Abbiamo conosciuto l’atteggiamento della Chiesa divisa tra la celebrazione di un sacramento che non è solo consenso umano e l’attenzione, sempre crescente, all’esigenza di ogni uomo, comunque peccatore, di potersi sentire parte attiva di una comunità orante.
Ogni separazione è, comunque, un momento difficile, carico di sofferenze, di incertezze. E ogni storia d’amore che riinizia, un groviglio di paure e sensi di colpa.
«Subito dopo la separazione da mia moglie – racconta Lamberto – c’è stato l’incontro con Maria Rita. La conoscevo già e mi è stata particolarmente vicina in quella fase critica della mia esistenza. Un distacco, un cambiamento di vita dopo undici anni di matrimonio non è mai cosa semplice. Così come non è facile ricominciare una nuova storia d’amore. Per fortuna, però, non sono scappato e non ho ceduto alla paura di tornare ad amare».
Paradossalmente anche una convivenza o un riaccompagnamento “non consentito”, però, può aiutare a far crescere il germe della fede ricevuto nel Battesimo. «Ho scoperto il valore del sacramento – continua Lamberto – e ho compreso il senso dell’indissolubilità proprio con Maria Rita. Prima non mi era chiaro. Con lei invece ho iniziato una importante esperienza di fede».
Quanti preconcetti, quanti dubbi, quanta preoccupazione. Una donna “casa e chiesa”, innamorata di un divorziato? «Io non sono mai stata sposata – aggiunge con voce evidentemente felice e commossa Maria Rita – e vengo da una lunga esperienza ecclesiale. Animavo suonando la celebrazione eucaristica, facevo il catechismo, sono sempre stata impegnata in parrocchia. Nel momento in cui ho conosciuto Lamberto ho avuto una grande rottura con la Chiesa perché non mi sono più sentita parte di essa. Vedevo il mio futuro senza parrocchia, sapevo che l’unione con un divorziato mi avrebbe escluso da tutto, che non avrei potuto più far nulla. Rinunciare a Lamberto o continuare a stare nella “pienezza” della vita cristiana? Non potevo abbandonare il grande amore della mia vita. Pian piano, attraverso il percorso proposto dal nostro parroco, il Samaria, ho riapprezzato la gioia di poter condividere un cammino all’interno della Chiesa e di poterlo fare insieme a Lamberto».

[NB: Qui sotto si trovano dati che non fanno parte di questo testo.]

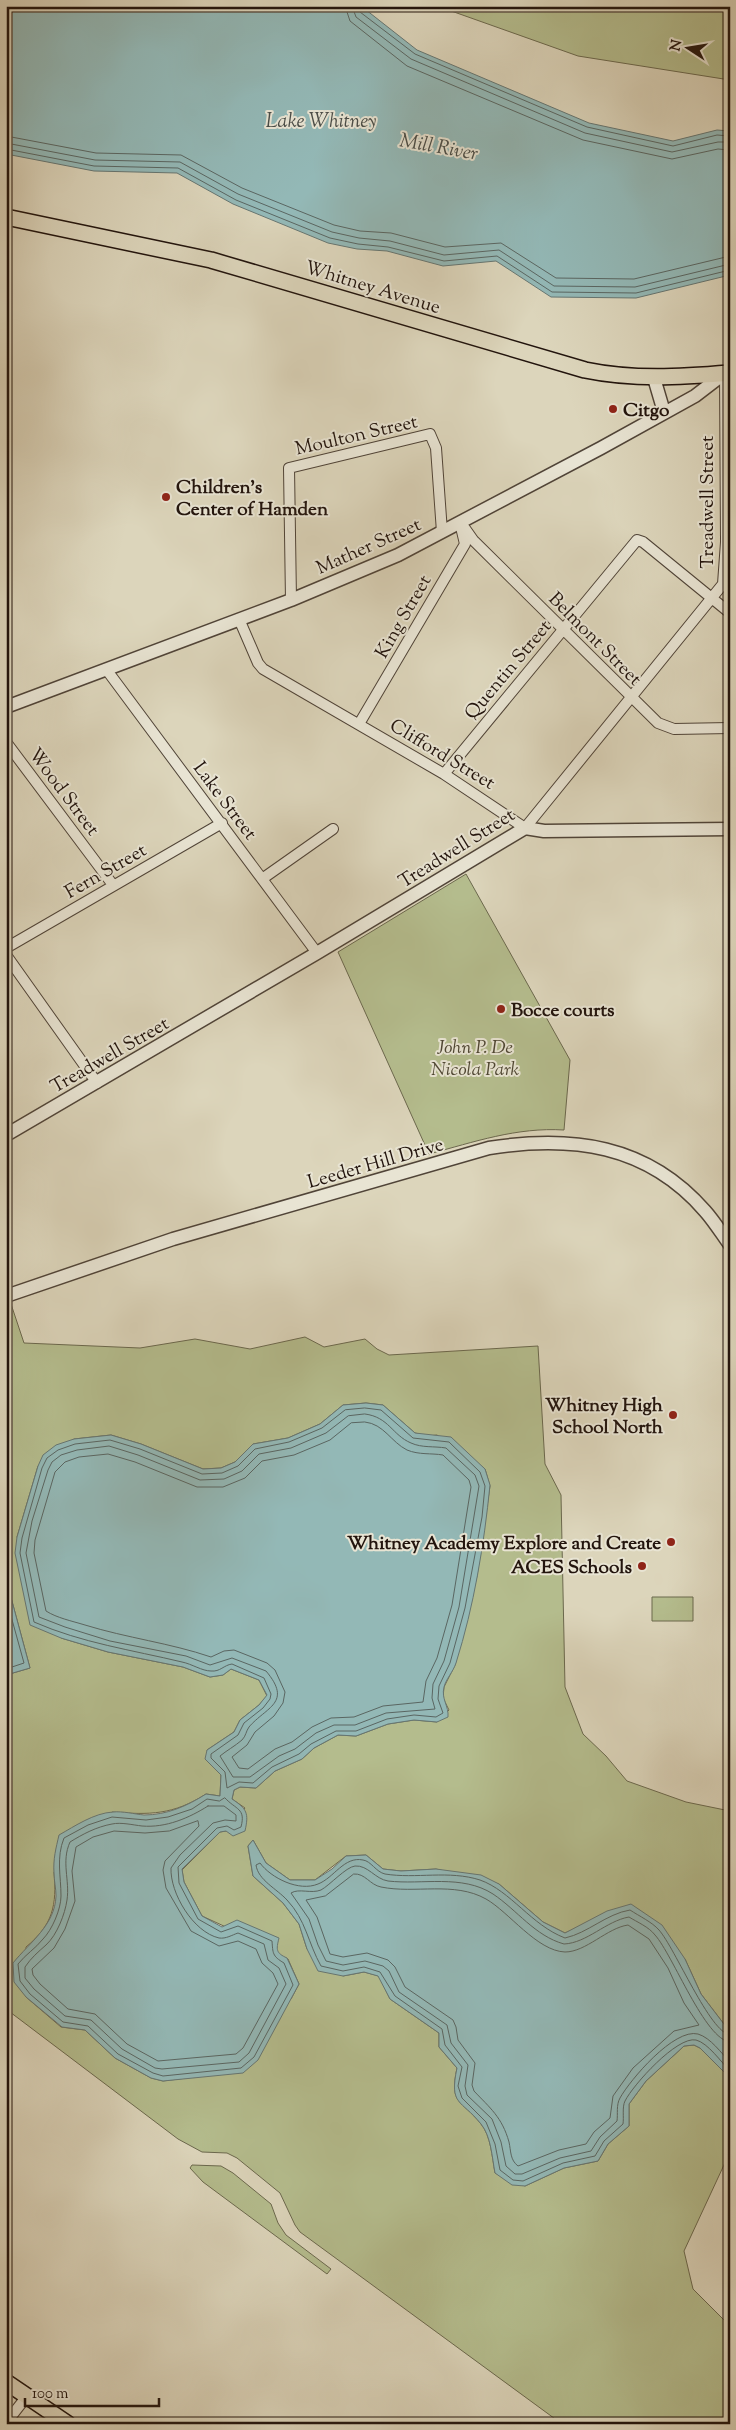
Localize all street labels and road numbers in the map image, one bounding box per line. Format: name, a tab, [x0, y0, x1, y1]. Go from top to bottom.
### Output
street label: Whitney Avenue	[301, 255, 444, 322]
street label: Moulton Street	[293, 409, 421, 464]
street label: Treadwell Street	[695, 435, 722, 568]
street label: Mather Street	[312, 512, 426, 583]
street label: King Street	[369, 570, 439, 664]
street label: Belmont Street	[541, 587, 647, 693]
street label: Quentin Street	[459, 614, 559, 726]
street label: Clifford Street	[384, 713, 500, 797]
street label: Wood Street	[21, 743, 105, 843]
street label: Lake Street	[185, 757, 263, 847]
street label: Treadwell Street	[394, 802, 521, 896]
street label: Fern Street	[60, 838, 153, 906]
street label: Treadwell Street	[46, 1011, 175, 1101]
street label: Leeder Hill Drive	[304, 1132, 447, 1197]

Non tutti come Lamberto e Maria Rita, però, cercano accoglienza, non tutti la trovano nei momenti – anche casuali. Non si tratta di potersi accostare ai sacramenti, ma di poter vivere la propria fede, di poter ascoltare e annunciare la buona novella, di poter celebrare il mistero di Cristo che condivide l’umanità, soffre, muore e risorge. E quanti, tra parroci, religiosi e laici “impegnati” – circulini direbbe qualcuno, bizzoche altri – rischiano di fare delle chiese un raduno di finte perfezioni, di simulacri imbiancati.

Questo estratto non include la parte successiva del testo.